Quinn mulai memikirkan situasi tersebut, memiliki Layla sebagai pembantu adalah keuntungan besar. Quinn sendiri ingin menguji berbagai hal tentang sistem tersebut dan di sini dia memiliki seseorang yang menawarkan bantuan secara gratis.
Dan memang terasa seperti Layla mengatakan yang sebenarnya. Tidak hanya itu, Layla tampaknya lebih berpengetahuan tentang vampir daripada dirinya sendiri. Mungkin dia bahkan bisa membantunya dalam penelitiannya.
“Baiklah,” kata Quinn sambil keduanya berjabat tangan.
Layla senang Quinn menerima tawarannya. Sebenarnya, Layla masih belum menyerah pada gagasan untuk menjadi vampir. Tidak seperti Quinn, Layla tidak terlalu yakin apakah yang dimiliki Quinn itu benar-benar sebuah kemampuan. Kemampuan biasanya berupa serangkaian keterampilan tertentu, tetapi Quinn telah berubah total seolah-olah dia bukan manusia lagi.
“Baiklah, pertama-tama, kamu perlu mengambil sedikit darahku,” kata Layla, “Dengan begitu, jika kamu lapar lagi, kamu bisa meminumnya.”
Layla kemudian sedikit menurunkan bajunya dan mulai memperlihatkan lehernya ke arah Quinn.
“Apa yang kau pikirkan? Kita tidak bisa melakukannya di sini, di depan perpustakaan, dan aku tidak akan begitu saja menggigit lehermu.”
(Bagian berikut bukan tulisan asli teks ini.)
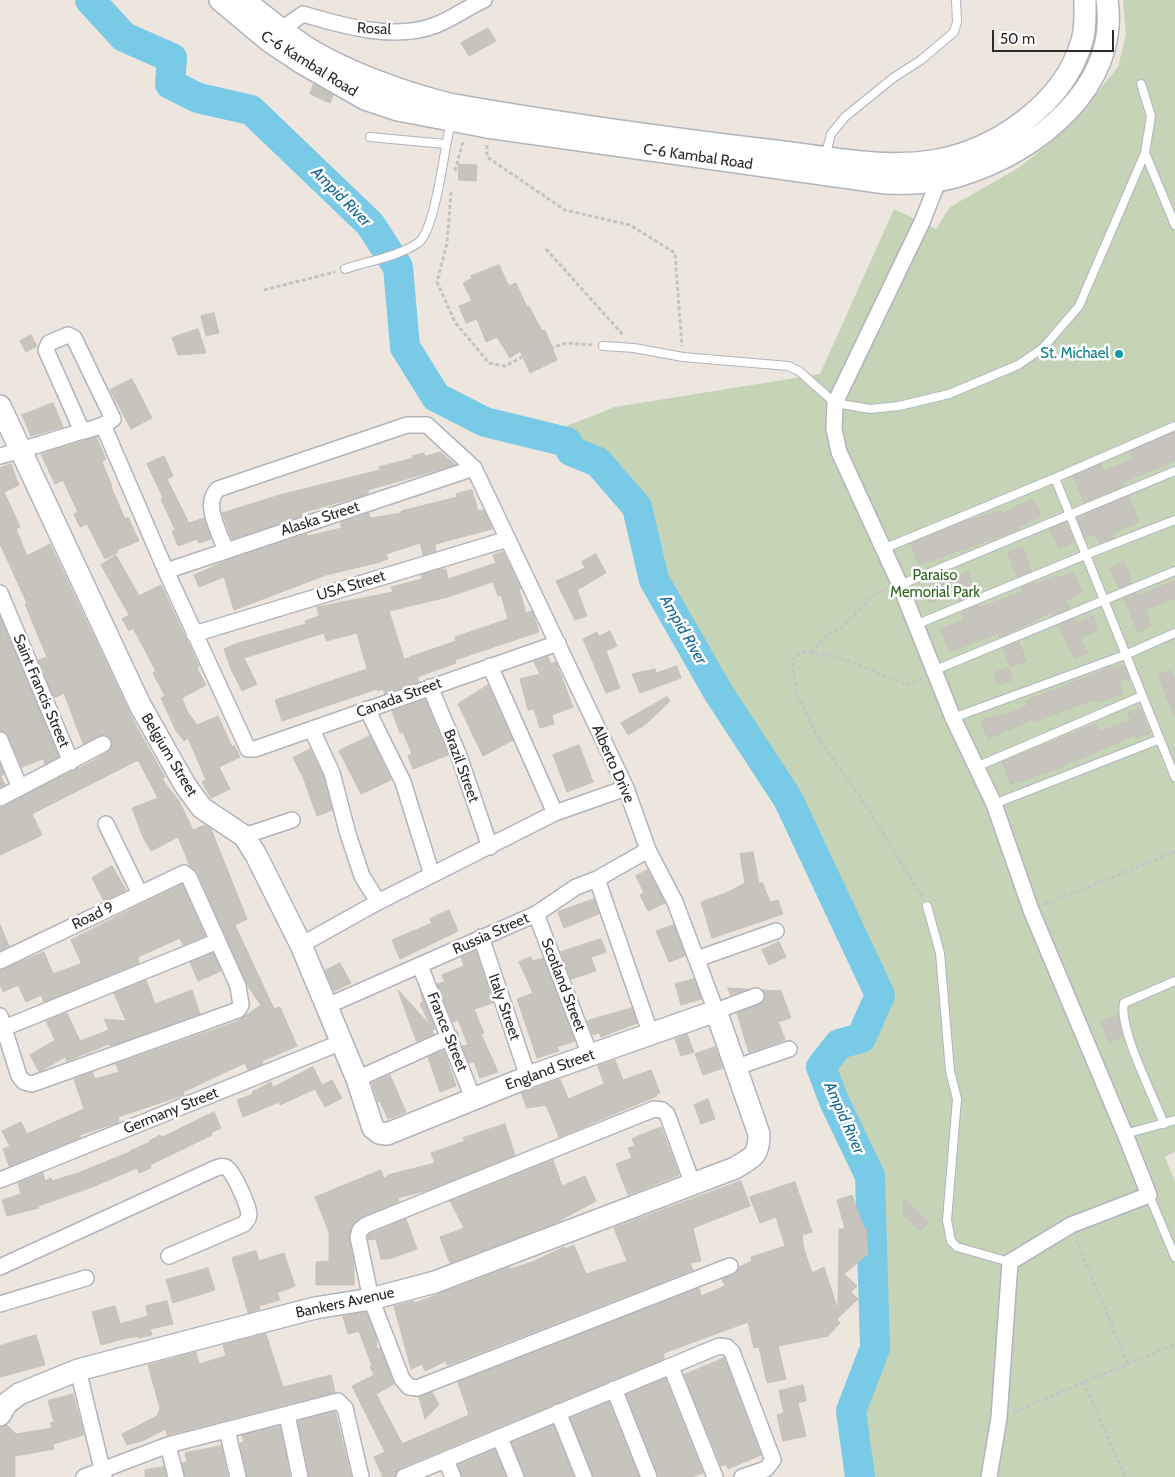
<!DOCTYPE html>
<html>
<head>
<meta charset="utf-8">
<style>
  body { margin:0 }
  #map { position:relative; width:1175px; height:1477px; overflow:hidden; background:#ece6de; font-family:Cabin,sans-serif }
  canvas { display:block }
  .scale { position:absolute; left:992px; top:30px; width:122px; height:22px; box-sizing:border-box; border:2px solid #2b2b2b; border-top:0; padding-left:6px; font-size:15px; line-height:18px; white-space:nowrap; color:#2b2b2b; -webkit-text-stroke:4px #fff; paint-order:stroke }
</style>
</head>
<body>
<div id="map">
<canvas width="1175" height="1477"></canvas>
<div class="scale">50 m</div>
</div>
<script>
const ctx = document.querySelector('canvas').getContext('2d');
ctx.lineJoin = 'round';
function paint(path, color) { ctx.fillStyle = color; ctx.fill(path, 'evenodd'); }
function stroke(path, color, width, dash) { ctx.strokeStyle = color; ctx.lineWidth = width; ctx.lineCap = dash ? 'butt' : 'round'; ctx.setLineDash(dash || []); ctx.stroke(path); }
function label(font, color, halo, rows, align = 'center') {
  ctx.font = font + ' Cabin,sans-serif'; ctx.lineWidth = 5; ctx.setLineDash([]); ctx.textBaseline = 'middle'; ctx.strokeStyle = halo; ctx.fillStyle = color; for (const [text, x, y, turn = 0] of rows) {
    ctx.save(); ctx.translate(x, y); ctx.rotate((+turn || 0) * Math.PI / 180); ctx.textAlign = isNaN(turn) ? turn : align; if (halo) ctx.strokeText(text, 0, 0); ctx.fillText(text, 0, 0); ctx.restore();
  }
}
paint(new Path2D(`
  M1123 0H1175V1152L1165 1157 1175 1181V1477H860L851 1411 875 1348 870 1176 834 1101 821 1067 839 1044 861 1038 880 995 788 799 718 692 654 580 637 507 598 462 571 451 564 427 615 407 820 374 894 209 936 229 950 207 1020 167 1068 128 1118 67 1126 35Z`), '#c5d4b6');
stroke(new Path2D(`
  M90 0 124 37 172 58 170 84 198 98 251 110 370 224 398 267 405 347 436 397 485 422 567 442 571 451 598 462 637 507 654 580 718 692 788 799 880 995 861 1038 839 1044 821 1067 834 1101 870 1176 875 1348 851 1411 860 1477`), '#79cae6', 30);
const building = new Path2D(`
  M488 28 496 41 469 56 461 43Z
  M314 84 333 95 330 103 310 94Z
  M459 164 477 165 476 181 459 180Z
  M499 265 509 286 516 283 527 307 529 306 542 331 545 330 557 360 530 373 520 351 510 358 497 337 486 342 477 319 466 323 459 306 472 301 463 283 472 278 471 276Z
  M214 313 219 333 206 336 201 316Z
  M198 329 206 353 178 355 172 338Z
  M31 335 37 346 26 352 20 341Z
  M132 379 152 418 131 429 110 390Z
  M53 403 63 427 31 436 22 415Z
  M1175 432V461L1123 482 1124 486 1084 502 1073 476 1101 464 1104 471 1133 459 1130 452Z
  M96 437 106 459 102 462 112 486 111 487 125 519 128 517 139 541 117 550 118 552 105 559 87 524 80 527 74 514 78 512 63 480 55 484 41 454Z
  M441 452 455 465 368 490V493L365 495 301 513 302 516 232 539 223 516 222 513 280 495 380 470 379 467 413 458 412 456 424 453 425 456Z
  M164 456 173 476 167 479 189 523 204 518 211 539 199 543 197 539 178 546 172 531 175 530 161 499 163 498 147 464Z
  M11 464 19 485 4 492 20 527 16 529 27 556 50 544 136 726 165 777 162 779 179 801 193 830 205 825 211 829 247 919 235 925 274 1009 280 1007 297 1046 262 1061 263 1064 248 1070 245 1063 183 1092 184 1095 118 1117 119 1122 80 1135 81 1137 9 1166 3 1149 10 1147 2 1131 21 1122 27 1134 84 1109 74 1079 92 1072 95 1079 119 1072 116 1064 238 1021 261 1005 247 985 198 873 190 866 178 837 151 851 143 837 132 808 158 798 138 760 32 814 42 835 0 855V807L91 762 108 752 112 744 108 736 103 735 83 744 64 693 54 698 38 660 47 657 25 604 27 603 0 544V468Z
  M472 490 478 511 484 510 492 529 439 543 435 545 436 551 423 555 420 543 386 554 388 559 376 563 326 575 234 610 224 577 199 587 194 575 228 560 307 534 308 536 342 528 340 523 369 513 370 518 402 513 401 511 457 497 456 494Z
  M1128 496 1139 522 1112 533 1114 538 1099 543 1095 534 1085 538 1077 519Z
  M1033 499 1041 516 1016 528 1017 530 919 565 911 543 969 520 1002 511 1003 513Z
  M1065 523 1075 542 1059 549 1050 529Z
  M1023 547 1031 571 1017 577 1008 553Z
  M503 552 521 588 519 589 526 613 532 611 539 632 455 660 456 663 417 677 419 682 385 694 383 689 378 691 377 689 282 721 275 700 367 669 357 633 326 641 324 633 244 658 257 684 242 691 231 669 224 649 238 643 306 624 305 621 319 616 317 607 393 592 391 587 422 579 421 575 441 569H446L448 579 496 563 493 555ZM493 582 498 596 501 595 508 619 455 637 456 641 404 659 389 611 448 597Z
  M596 554 606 573 577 590 587 616 575 620 556 581 585 568 582 562Z
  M116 555 139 596 161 585 191 649 199 667 197 668 206 685 182 698 187 711 197 725 218 716 232 747 234 745 240 757 219 767 230 789 211 798 202 782 206 780 188 738 184 741 176 731 161 698 165 696 153 673 156 671 133 628 129 631 122 619 129 615 101 565Z
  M1124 562 1132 583 1120 588 1109 569Z
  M968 571 975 594 959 601 956 592 929 603 924 591Z
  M1073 572 1082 592 1066 600 1070 608 1053 615 1052 612 1000 637 998 633 950 652 940 629 964 620 962 612 978 605 979 608 1022 592 1021 588 1035 582 1036 584 1056 576 1057 579Z
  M1175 581V598L1145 610 1151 626 1138 632 1124 598 1136 593 1137 596Z
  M1093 616 1098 630 1080 637 1088 653 1075 658 1058 625 1074 619 1076 623Z
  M0 617 59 757 45 764 43 759 22 767 8 736 0 731Z
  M610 631 617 646 606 651 620 688 606 693 583 639 597 632 599 636Z
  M1019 642 1026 661 1010 667 1003 648Z
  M548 657 551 664 556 662 573 707 552 715 554 724 540 728 534 709 528 710 520 679 540 674 534 662Z
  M677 666 681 678 640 693 632 674 655 669 656 673Z
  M1124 666 1129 678 1119 681 1123 694 1096 702 1095 699 1034 722 1033 719 988 739 981 721 998 715 999 717 1028 706 1026 701 1105 670V668Z
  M1008 668 1012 680 998 685 994 673Z
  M1171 671 1175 681 1174 716 1158 675Z
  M488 685 513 740 483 756 458 704Z
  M667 697 670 701 646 724 628 735 621 723Z
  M425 699 448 755 413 769 408 756 412 754 403 732 400 733 392 711Z
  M1140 709 1150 733 1136 738 1135 735 1051 771 1011 784 1002 762 1096 724 1099 732 1131 720 1128 713Z
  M370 736 391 780 361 794 339 751Z
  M579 745 593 782 567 792 553 755Z
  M310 749 323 776 332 810 317 816 303 777 293 758Z
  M0 764 4 774 1 776 5 785 0 787Z
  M753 852 759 884 762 882 770 902 778 900 783 914 712 938 701 902 726 893 745 883 740 854Z
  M112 866 126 890 104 901 92 878Z
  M648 870 665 903 648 911 640 895 644 893 636 876Z
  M182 884 205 936 183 945 180 938 138 957 139 963 44 1002 41 995 26 1002 18 985 3 992 0 984V970L44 952 53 974 80 964 81 962 71 940Z
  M594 899 599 914 564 928 558 912Z
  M449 910 458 931 400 959 392 940 432 923 430 919Z
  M0 925 9 946 0 951Z
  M674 925 685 956 669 962 656 931Z
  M601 939 606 952 591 957 596 971 571 979 561 952Z
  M779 942 786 957 769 965 762 950Z
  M476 951 493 1003 474 1009 484 1033 481 1034 498 1072 480 1078 474 1062 469 1063 462 1046 468 1045 458 1020 453 1022 437 984 445 982 442 975 464 966 461 957Z
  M213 953 221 971 198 981 190 962Z
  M531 957 533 961 543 958 575 1041 557 1047 559 1051 537 1058 517 999 533 993 519 962Z
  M340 963 351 983 334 991 325 971Z
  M694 979 702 999 681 1005 675 984Z
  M146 980 155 1004 192 990 200 1014 110 1046 109 1044 67 1061 65 1057 39 1072 30 1055 55 1040 46 1021 67 1013 80 1041 109 1030 104 1019 126 1021 114 993Z
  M728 988 745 989H748L731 995Z
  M398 990 430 1025 420 1004 423 1002 420 990 435 1029 432 1030 431 1028 434 1034 417 1042Z
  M763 990 781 991 791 1018 778 1022 785 1039 782 1041 749 1053 737 1013 763 1002 765 997Z
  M632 1008 637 1023 601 1037 599 1033 593 1035 587 1021Z
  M1118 1015 1123 1036 1109 1042 1101 1022Z
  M687 1034 694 1052 681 1056 675 1039Z
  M715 1047 723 1068 703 1075 695 1054Z
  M444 1051 456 1086 440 1092 428 1057Z
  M615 1060 623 1080 651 1070 660 1093 656 1094 657 1096 559 1137 546 1105 527 1108 521 1093 560 1079 568 1099 604 1084 598 1066Z
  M313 1067 322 1085 332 1080 342 1098 325 1107 315 1089 280 1105 279 1102 243 1117 237 1100 253 1094 252 1092 271 1082 273 1087Z
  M390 1075 406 1112 388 1119 380 1101 378 1102 372 1083Z
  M708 1099 715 1119 701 1124 694 1105Z
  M214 1112 221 1128 212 1132V1135L150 1165 151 1168 139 1173 137 1168 90 1188 38 1206 39 1208 7 1216 2 1200 21 1194 18 1183 43 1173 45 1181 51 1178 52 1181 78 1173 130 1152V1151L150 1142 149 1141 160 1135 162 1137Z
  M505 1124 515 1155 428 1190 398 1198 399 1202 360 1218 354 1223 349 1235 354 1262V1285H316V1262L329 1261V1232L315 1197 381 1170 384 1179 388 1175 435 1163 431 1153 465 1141 463 1138Z
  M661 1127 679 1175 628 1195 616 1164 632 1158 628 1148 635 1146 632 1139Z
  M553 1160 562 1186 585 1176 596 1201 553 1224 450 1263 440 1237 464 1228 450 1201Z
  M741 1181 750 1206 693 1228 701 1261 690 1263 693 1270 451 1364 447 1365 446 1361 425 1371 422 1364 411 1369 394 1306 414 1301 415 1303 510 1267 511 1269 532 1262 564 1247 565 1249 574 1245 586 1274 627 1261 614 1228Z
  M795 1182 812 1232 802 1235 804 1249 812 1273 824 1267 838 1310 839 1229H845L837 1200 852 1195 864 1228 866 1227 868 1254 844 1274 857 1286 851 1292 858 1299 837 1319 840 1323 828 1336 778 1346 786 1379 767 1383 759 1347 754 1348 748 1322 664 1353V1359L400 1468 395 1477H383L374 1457 385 1452 352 1386 374 1375 370 1367 372 1366 359 1331 348 1334 343 1316 366 1312 376 1337 377 1349 380 1348 394 1384 376 1394 402 1443 400 1445 402 1444 469 1415 458 1382 699 1288 701 1296 725 1286 722 1279 737 1272 739 1267 752 1261 751 1257 785 1246 776 1217 760 1223 750 1197Z
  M904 1199 928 1222 920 1231 904 1216Z
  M406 1219 417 1249 389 1259H381L376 1239 368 1240V1235Z
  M256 1251 259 1261 284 1253 295 1286 277 1293 280 1300 259 1306 260 1309 248 1313 232 1258Z
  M208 1268 215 1290 173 1303 166 1280Z
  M167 1301 173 1324 150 1329 152 1335 138 1338V1336L127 1338 101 1345 92 1312 115 1306 120 1324 148 1316 146 1306Z
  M266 1334 283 1387 331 1375 335 1392 167 1435 166 1429 142 1441 127 1445 122 1434 157 1416 160 1408 148 1365 196 1352 199 1364 226 1356 223 1345Z
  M36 1335 45 1365 0 1377V1346Z
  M724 1358 761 1455 728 1469 726 1464 721 1466 684 1375Z
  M665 1378 703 1473 692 1477H658L626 1395Z
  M803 1385 806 1401 798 1403 806 1436 783 1441 777 1415 784 1413 779 1391Z
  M432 1392 439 1405 425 1419 419 1397Z
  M73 1394 84 1435 53 1444 54 1449 15 1456V1477H0V1427L7 1425 16 1434 52 1428 50 1423 54 1422 48 1401Z
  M609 1402 639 1477H593L570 1418Z
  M335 1411 351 1477H309L298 1421Z
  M553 1425 574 1477H525L512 1442Z
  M280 1426 290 1477H247L240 1443 244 1442 242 1435Z
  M221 1446 228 1477H185L182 1463 187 1462 185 1453Z
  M495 1449 506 1477H462L458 1465Z
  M164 1467 166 1477H145V1470Z`);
paint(building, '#c7c3bd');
stroke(building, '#c7c1b8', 1);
const lane = new Path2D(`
  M370 137 445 144
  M1145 153 1175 225
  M825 157 831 134 845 117 893 78 921 60 954 32 957 22 956 0
  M345 269C368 261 397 257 418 243 436 230 444 147 451 122
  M603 346 634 348 683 357 788 366 799 371 835 403 870 409 899 406 949 394 1018 365 1043 348 1079 306 1145 153 1151 116 1141 84
  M1055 478 1175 777
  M883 549 1055 478 1175 426
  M900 585 1175 471
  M915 625 1085 555 1175 520
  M935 670 1175 571
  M953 718 1125 655 1175 633
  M976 767 1142 696
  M994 804 1160 739
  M927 906 940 953 950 1071 957 1099 947 1220 951 1241 957 1247 1010 1262
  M1164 1124C1154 1097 1118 1028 1124 1003L1175 981
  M1125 1134 1175 1120
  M1149 1195 1175 1257`);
const street = new Path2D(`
  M275 34 303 14C343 26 395 41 436 25 452 19 468 7 484 0
  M941 174 922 222 835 403 834 429 839 452 900 585 953 718 994 804 1031 910 1125 1134 1149 1195 1071 1225 1010 1262 999 1418 989 1477
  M103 425 166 571 248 749H255L558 643
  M0 456C25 449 51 441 76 433 88 430 103 427 113 419L74 338 68 335 49 343 46 350 82 431
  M226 551C220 533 202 504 218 489L407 425H427L474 468 626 788 648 850 675 902 716 1011 756 996
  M166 571 474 468
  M0 593 71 762
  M194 634 508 539
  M490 666 555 813
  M430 687 459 756 490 847
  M367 709 403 782 432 875
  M312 730 332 773 348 834 362 876 378 902
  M0 740 20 788
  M0 798 103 744
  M106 824 140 894
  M244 836 292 820
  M597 879 651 1035
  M536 914 590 1055
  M481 937 528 1077
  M301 945 378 902 555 813 626 788
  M697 959 776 931
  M0 961 184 873 189 877 238 986 241 1005 238 1010 32 1084 24 1082 19 1076 0 1016
  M420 966 473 1098
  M327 1006 536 914 576 887 597 879 648 850
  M4 1028 218 941
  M737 1067 789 1049
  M357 1079 450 1037
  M0 1180 342 1042
  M693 1185 667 1114 662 1110 654 1109 366 1225 360 1230 358 1237 371 1299 402 1379 409 1387 417 1388 730 1266
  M0 1267 216 1168C220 1167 223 1165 227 1168 234 1173 248 1205 249 1214 249 1218 247 1221 244 1224L169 1256
  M0 1304 86 1278
  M671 1367 715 1477
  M78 1370 104 1477
  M614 1389 649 1477
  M558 1412 584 1477
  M287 1415 300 1477
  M227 1430 238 1477
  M500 1438 516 1477
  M168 1445 176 1477
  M446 1461 453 1477
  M84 1477 168 1445 338 1401 345 1408 361 1477
  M404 1477 719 1346 727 1347 732 1352 773 1460 766 1469 742 1477`);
const secondary = new Path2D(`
  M220 0 269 41 302 63 365 99 398 110 487 127 886 183C911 184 937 183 961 175 1037 152 1120 86 1107 0
  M244 0C265 17 286 34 309 49 350 73 403 92 449 104 557 123 666 138 775 151 826 157 881 169 933 161 995 151 1064 104 1082 41 1086 28 1085 14 1085 0
  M0 406 140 705 185 785 202 808 244 836 256 855 301 945 357 1079 373 1128 379 1133 387 1134 528 1077 716 1011 759 1134C759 1156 753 1157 735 1168L435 1282 371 1299 315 1308 78 1370 19 1394 6 1404 0 1415`);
stroke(lane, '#b1b4bd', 10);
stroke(street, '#b1b4bd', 18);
stroke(secondary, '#b1b4bd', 24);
stroke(new Path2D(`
  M487 145V157L565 210 630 225 675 253 682 346
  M455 171 463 141
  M451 192 447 243 437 282 455 322 489 363 505 366 526 355 567 343 592 345
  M546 249 624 336
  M264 290 335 272
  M811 653 829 633 840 629 874 595 887 588
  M922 897 859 795 820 741 797 695 792 660 803 652 836 656 908 685 922 678
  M1045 904 1175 852
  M1076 1240 1128 1364
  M1084 1382 1125 1477
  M1014 1412 1175 1344`), '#c4c4c4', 3, [4, 2.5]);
stroke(lane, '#fff', 8);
stroke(street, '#fff', 15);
stroke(secondary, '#fff', 21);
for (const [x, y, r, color] of [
  [1119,354,5,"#0f9aa8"]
]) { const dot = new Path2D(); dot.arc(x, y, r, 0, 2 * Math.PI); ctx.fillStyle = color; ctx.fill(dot); stroke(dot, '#fff', 2); }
label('15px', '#2b2b2b', '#fff', [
  ["Rosal",374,29,3],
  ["C-6 Kambal Road",309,64,32],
  ["C-6 Kambal Road",698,157,8],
  ["Alaska Street",320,519,-18],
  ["USA Street",351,586,-17],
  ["Saint Francis Street",41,691,67],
  ["Canada Street",399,698,-20],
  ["Belgium Street",169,755,59],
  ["Alberto Drive",613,764,66],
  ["Brazil Street",461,766,70],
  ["Road 9",93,916,-26],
  ["Russia Street",491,934,-24],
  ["Scotland Street",563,985,69],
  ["Italy Street",504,1007,71],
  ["France Street",447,1032,68],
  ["England Street",550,1070,-20],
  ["Germany Street",171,1111,-22],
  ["Bankers Avenue",345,1303,-12]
]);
label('15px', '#0d838f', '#fff', [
  ["St. Michael",1109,354]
], 'right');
label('15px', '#2e631f', '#fff', [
  ["Paraiso",935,576],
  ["Memorial Park",935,593]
]);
label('italic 16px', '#176993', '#fff', [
  ["Ampid River",341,197,45],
  ["Ampid River",683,630,60],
  ["Ampid River",844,1118,66]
]);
</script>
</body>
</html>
Saat keduanya terus berbicara dan mengobrol tentang berbagai hal di perpustakaan, mereka membicarakan apa yang akan dilakukan selanjutnya.
Vorden telah memasuki perpustakaan dan dapat melihat Quinn berbicara dengan Layla, keduanya mengobrol dan tersenyum.
“Jadi kau sudah melupakanku secepat itu ya,” kata Vorden, “Kau sama seperti yang lain, akan kutunjukkan padamu apa artinya mengkhianatiku, Quinn. Jika orang-orang akan menyebutku monster, maka sebaiknya aku menerimanya dan menjadi monster.”